I am calling Desi Brother – who is an architect. He not only has an undergraduate degree in architecture but he went onto grad school, and passed a 12 part exam – so in the eyes of the AIA and architects all over America – he is a real architect. Not like me. Pretending to be one on the sit-com known as the Real Life of Desi Girl.
“Hello,” he says. “What do you know about fire extinguishers? Do you recommend anything over Kidde?” I ask. “Why do you need fire extinguishers?” he asks skeptically. I groan. “I am fine. I have not burned anything down – nor has anything near me burned down…” I say impatiently. “So why do you need fire extinguishers?” he asks, slightly amused, slightly perplexed. Ugh. He gets like this – when he KNOWS there is a story – he likes to pretend he is my father – not my brother. “Because…I have a client – who wants me to do architectural product research on things for his house – that he is remodeling…” I say slowly. Ew. Calling Town and Country a client seems skeevy.
“Well that is cool – where is the house?” he asks. “Manhattan,” I reply. “How did you get this gig?’ he asks. I hear him at his desk, typing and flipping through papers in search of my answers. “Ah – you know – networking…” I reply. This seems much safer than saying “the matrimonial website - where I meet freaks, geeks and the occasional penis." “That is cool, your volunteer work connection help you find this Client?” he asks. “Uhm, no not really. Though I am working with Tate to update my resume and find a new job,” I reply. “Oh really?” he asks. “Yes, Tate is VERY connected,” I reply – maybe he has forgotten that I have not told him the client’s name. That would be rad.

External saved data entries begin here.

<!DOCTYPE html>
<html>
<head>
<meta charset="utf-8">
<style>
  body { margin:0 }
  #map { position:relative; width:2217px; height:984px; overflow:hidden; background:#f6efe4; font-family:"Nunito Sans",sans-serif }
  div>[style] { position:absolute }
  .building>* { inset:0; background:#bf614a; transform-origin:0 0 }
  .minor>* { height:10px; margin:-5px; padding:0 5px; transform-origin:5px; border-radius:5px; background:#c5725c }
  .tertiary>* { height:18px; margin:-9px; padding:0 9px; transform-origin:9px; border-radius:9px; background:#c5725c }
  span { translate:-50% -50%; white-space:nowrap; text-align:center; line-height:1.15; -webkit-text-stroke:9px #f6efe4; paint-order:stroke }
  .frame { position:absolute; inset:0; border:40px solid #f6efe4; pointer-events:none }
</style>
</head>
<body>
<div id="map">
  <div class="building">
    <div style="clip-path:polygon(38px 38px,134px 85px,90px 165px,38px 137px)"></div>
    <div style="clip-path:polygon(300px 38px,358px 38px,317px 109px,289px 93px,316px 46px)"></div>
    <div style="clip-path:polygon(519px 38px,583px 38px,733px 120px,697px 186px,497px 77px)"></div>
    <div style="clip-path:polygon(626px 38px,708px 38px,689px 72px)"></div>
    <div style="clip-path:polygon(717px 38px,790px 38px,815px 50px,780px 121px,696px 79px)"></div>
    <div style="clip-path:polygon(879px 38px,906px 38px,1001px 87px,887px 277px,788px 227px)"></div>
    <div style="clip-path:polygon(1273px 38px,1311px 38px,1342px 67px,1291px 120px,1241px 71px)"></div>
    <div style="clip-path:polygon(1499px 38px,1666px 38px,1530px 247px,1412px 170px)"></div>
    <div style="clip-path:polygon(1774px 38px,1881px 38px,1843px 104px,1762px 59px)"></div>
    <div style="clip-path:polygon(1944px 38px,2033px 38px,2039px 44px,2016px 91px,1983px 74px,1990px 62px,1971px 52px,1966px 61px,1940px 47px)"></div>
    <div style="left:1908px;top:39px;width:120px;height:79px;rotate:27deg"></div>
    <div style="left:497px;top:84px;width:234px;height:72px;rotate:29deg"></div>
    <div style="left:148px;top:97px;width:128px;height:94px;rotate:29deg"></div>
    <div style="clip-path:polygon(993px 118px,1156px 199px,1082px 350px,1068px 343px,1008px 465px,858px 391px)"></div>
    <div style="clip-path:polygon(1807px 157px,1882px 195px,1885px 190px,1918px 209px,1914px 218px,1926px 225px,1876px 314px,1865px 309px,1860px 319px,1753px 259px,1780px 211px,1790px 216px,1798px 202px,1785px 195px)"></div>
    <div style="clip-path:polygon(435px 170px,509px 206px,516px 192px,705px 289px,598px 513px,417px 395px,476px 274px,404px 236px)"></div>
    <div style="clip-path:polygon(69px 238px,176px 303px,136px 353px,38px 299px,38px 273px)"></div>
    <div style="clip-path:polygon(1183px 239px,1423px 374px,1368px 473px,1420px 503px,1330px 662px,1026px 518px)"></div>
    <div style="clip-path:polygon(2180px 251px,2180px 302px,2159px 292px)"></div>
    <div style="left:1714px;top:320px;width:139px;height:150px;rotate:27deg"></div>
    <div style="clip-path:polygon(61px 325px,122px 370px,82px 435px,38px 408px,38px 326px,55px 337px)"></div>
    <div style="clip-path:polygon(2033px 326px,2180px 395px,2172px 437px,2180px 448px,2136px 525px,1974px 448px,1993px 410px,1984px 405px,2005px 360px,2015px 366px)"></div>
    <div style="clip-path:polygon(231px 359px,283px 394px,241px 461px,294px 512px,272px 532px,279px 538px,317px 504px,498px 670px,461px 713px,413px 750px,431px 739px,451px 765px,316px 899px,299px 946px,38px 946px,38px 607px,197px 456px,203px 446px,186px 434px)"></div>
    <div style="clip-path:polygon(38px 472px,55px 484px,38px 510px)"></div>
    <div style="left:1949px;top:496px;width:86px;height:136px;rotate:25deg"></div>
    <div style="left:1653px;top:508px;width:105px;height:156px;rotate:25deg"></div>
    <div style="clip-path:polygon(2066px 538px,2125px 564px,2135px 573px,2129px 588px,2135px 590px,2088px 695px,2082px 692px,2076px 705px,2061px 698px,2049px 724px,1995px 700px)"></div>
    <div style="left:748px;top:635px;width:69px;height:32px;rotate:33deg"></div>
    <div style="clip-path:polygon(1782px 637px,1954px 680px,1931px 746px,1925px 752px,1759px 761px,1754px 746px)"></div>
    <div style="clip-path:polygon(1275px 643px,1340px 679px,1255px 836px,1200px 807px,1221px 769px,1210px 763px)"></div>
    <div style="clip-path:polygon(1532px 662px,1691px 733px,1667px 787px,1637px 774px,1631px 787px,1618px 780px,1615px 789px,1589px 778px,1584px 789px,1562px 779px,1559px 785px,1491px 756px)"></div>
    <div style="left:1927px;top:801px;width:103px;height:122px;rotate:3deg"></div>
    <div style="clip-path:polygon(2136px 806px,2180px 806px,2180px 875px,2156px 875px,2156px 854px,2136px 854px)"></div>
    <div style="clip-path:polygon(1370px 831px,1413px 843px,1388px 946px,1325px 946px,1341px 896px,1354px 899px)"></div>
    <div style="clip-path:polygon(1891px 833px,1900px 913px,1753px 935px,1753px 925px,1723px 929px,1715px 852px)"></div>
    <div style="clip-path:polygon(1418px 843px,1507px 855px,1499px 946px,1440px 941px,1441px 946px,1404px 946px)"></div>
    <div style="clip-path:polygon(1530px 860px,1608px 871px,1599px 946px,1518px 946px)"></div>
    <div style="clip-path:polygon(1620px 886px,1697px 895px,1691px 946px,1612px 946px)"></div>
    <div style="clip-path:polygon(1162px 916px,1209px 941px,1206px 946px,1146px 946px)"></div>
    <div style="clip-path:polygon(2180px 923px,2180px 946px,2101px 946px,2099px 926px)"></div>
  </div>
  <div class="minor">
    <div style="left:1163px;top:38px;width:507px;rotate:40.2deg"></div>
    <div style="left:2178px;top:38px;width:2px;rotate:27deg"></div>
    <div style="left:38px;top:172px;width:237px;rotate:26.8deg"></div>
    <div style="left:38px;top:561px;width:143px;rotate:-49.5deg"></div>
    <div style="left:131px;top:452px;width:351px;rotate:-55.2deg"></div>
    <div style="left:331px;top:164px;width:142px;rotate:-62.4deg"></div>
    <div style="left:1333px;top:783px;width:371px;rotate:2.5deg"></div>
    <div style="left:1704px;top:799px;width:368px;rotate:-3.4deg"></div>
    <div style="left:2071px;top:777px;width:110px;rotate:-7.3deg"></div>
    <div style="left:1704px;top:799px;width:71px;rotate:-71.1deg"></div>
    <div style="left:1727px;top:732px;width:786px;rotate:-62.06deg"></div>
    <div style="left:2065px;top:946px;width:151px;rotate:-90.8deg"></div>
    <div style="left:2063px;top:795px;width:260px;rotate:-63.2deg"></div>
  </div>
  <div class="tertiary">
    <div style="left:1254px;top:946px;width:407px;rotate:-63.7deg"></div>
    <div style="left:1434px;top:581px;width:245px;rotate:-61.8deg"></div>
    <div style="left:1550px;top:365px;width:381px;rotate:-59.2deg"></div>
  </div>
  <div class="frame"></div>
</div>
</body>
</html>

“In marketing?” he asks. “No – Tate is thinking Executive Support and Management,” I reply. “That is cool,” he replies. He must really be focused – because while Desi Brother is less chatty than Desi Girl – he is repeating himself which means he is barely listening to me as he helps me with my investigation.
“Okay – yes the kitchen fire extinguishers need to have a different class of rating due to the potential of grease fires. I am going to send you two links, for two different extinguishers, buy one kitchen and one non-kitchen,” he directs. “Uhm – okay … I need one kitchen and seven regular…” I say. There is a long pause before he says, “whhhhhhy? Who in the hell needs eight fire extinguishers in the middle of Manhattan?”
“Uhm – Town and Country…” I reply. Longer pause of silence and then he mutters, “…dear God…”
6 comments:
Desi Girl, my colleagues must think I am crazy sitting at my desk laughing at the computer monitor LOL your brother is funny
Milly xx
And the story only gets better!!! HAHAHAHA!!!
lol.. youre brother is so cool ;)
Dear Milly -
Dont worry - they think I am nuts at work too! I am also the only woman at work is a little bit of a diva - on a budget of course - and my work brother thinks I am a desi valley girl - very funny!
My brother IS funny - I heart him!
xo,
Desi Girl
Dear JNKParmar -
Oh yes - this round is something else - just wait!
xo,
Desi Girl
Dear Adventurous Ammena -
Desi Brother is pretty cool - I am a lucky sister.